** Dataset follows **

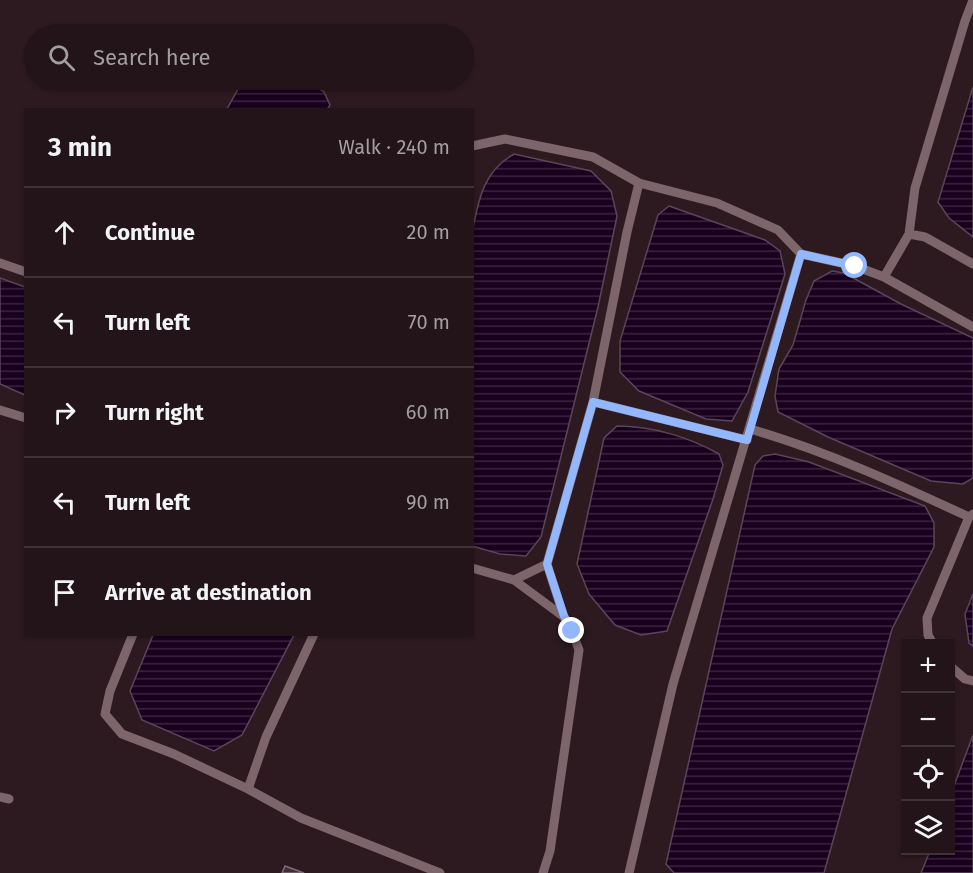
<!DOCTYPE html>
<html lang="en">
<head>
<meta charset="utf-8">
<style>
  body { margin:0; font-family:"Fira Sans",sans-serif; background:#2a1d21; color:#f1f3f6 }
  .controls { position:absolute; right:18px; bottom:18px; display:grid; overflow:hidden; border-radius:0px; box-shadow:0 2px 4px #0004 }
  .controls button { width:54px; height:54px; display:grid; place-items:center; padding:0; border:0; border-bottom:2px solid #3f3337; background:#221418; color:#f1f3f6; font:30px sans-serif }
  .stop { position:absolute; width:18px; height:18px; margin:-14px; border:4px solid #92b7fd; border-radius:50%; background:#fff }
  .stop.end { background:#92b7fd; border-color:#fff; box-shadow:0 2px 6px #0008 }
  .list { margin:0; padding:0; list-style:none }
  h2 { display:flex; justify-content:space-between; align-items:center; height:78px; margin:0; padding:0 24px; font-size:26px }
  h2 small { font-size:20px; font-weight:400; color:#a29ea2 }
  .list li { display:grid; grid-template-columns:39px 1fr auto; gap:18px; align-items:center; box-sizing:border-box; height:90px; padding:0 24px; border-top:2px solid #3f3337 }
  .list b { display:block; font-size:22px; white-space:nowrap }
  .list em { font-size:20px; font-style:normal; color:#a29ea2 }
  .icon { flex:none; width:33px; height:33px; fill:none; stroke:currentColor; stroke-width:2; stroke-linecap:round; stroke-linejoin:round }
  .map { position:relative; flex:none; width:973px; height:873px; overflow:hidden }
  .search { position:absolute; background:#221418; box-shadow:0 2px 4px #0004; left:24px; top:24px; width:450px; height:66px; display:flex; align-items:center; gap:15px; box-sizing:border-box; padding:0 21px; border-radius:33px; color:#a29ea2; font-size:22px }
  .panel { position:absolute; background:#221418; box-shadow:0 2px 4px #0004; left:24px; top:108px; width:450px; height:528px; border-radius:0px }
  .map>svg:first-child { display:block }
</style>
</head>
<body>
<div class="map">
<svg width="973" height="873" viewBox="0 0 973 873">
  <defs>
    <pattern id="water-rules" width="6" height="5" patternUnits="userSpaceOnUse" patternTransform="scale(1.5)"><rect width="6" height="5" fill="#19001e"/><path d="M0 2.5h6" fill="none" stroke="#3b253f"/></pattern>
  </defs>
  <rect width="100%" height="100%" fill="#2d1a20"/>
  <path fill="url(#water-rules)" stroke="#5a455b" stroke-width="1.5" d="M243,80H306L324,92L330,105L327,110L227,109Z
    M973,87V237L949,218L938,202Z
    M514,154L591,171L611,191L617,216L598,307L541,537L526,556L500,554L472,546L473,228C479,197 485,170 514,154Z
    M669,206L765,240L780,251L785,274L748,392L732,421L706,419L639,391L620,372V341L658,215Z
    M832,271L844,273L901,304L973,338V478L963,484L931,481L828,437L778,412L775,396L779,369L793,345L806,300L814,281Z
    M0,278L25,287V395L0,384Z
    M617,426C652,426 689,437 719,454L723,465L713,499L667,631L641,635L615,625L589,594L577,564L604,438Z
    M775,454L809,462L925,506L934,523V547L892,629L824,873H674L666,864L755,465L763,456Z
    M973,594V646L969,643L965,614Z
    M153,635V634L294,635L242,735L214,751L142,720L130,691Z
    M973,735V873H921L930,851L950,850L951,794Z"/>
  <path fill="#402e3a" stroke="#806b78" stroke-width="1.5" d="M285,866L304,873H282Z"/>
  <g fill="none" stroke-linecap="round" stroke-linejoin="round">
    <path stroke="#7d656c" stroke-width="9" d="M472,146L505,139L593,157L639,183L717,203L778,230L801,254L855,266L884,277L973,327
      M909,234L925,237L973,264
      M0,263L26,272
      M884,277L909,234L915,188L965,21L973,0
      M593,402L747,440
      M0,410L26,418
      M750,429C826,451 898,484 969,517L973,514
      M472,568L514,580L564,617L572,631L579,650L550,851L543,873
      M514,580L547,564
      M564,617L547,564L593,402L627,232L639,183
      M133,634L110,691L105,714L122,734L174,754L248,789L301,818L440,873
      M933,644L928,635L927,618L969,517
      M950,666L965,679L973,681
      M248,789L266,737L314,634
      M0,797L9,799
      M629,873L673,684L801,254"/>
  </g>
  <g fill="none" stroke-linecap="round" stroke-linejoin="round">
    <path stroke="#92b7fd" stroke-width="8" d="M572,631L564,616L547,564L593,402L747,440L801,254L855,266"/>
  </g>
</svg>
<div class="controls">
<button>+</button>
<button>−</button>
<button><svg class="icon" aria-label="locate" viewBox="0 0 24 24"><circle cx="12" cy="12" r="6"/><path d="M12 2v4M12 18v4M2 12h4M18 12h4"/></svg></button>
<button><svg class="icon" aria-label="layers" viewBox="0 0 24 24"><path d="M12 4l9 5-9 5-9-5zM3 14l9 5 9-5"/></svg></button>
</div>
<div class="stop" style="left:855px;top:266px"></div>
<div class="stop end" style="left:572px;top:631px"></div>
<div class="search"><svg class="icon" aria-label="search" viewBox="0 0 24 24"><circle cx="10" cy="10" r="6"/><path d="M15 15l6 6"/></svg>Search here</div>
<section class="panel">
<h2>3 min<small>Walk · 240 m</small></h2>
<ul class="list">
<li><svg class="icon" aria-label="ahead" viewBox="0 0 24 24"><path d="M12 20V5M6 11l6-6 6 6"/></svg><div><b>Continue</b></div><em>20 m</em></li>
<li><svg class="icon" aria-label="left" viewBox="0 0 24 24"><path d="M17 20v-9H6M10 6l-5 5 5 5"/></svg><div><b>Turn left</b></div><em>70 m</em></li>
<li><svg class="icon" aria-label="right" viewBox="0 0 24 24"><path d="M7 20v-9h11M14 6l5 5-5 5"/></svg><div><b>Turn right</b></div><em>60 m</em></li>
<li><svg class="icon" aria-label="left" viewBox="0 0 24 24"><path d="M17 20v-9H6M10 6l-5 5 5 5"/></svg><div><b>Turn left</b></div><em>90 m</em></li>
<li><svg class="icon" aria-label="arrive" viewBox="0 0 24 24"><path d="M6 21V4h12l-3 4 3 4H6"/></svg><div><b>Arrive at destination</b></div></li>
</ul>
</section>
</div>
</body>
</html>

** End of Dataset **

Assigned task: From the opening line of the entries above to the line containing "position:absolute; width:18px; height:18px;", please transcribe each line exactly, skipping every picture.

Written solution:
<!DOCTYPE html>
<html lang="en">
<head>
<meta charset="utf-8">
<style>
  body { margin:0; font-family:"Fira Sans",sans-serif; background:#2a1d21; color:#f1f3f6 }
  .controls { position:absolute; right:18px; bottom:18px; display:grid; overflow:hidden; border-radius:0px; box-shadow:0 2px 4px #0004 }
  .controls button { width:54px; height:54px; display:grid; place-items:center; padding:0; border:0; border-bottom:2px solid #3f3337; background:#221418; color:#f1f3f6; font:30px sans-serif }
  .stop { position:absolute; width:18px; height:18px; margin:-14px; border:4px solid #92b7fd; border-radius:50%; background:#fff }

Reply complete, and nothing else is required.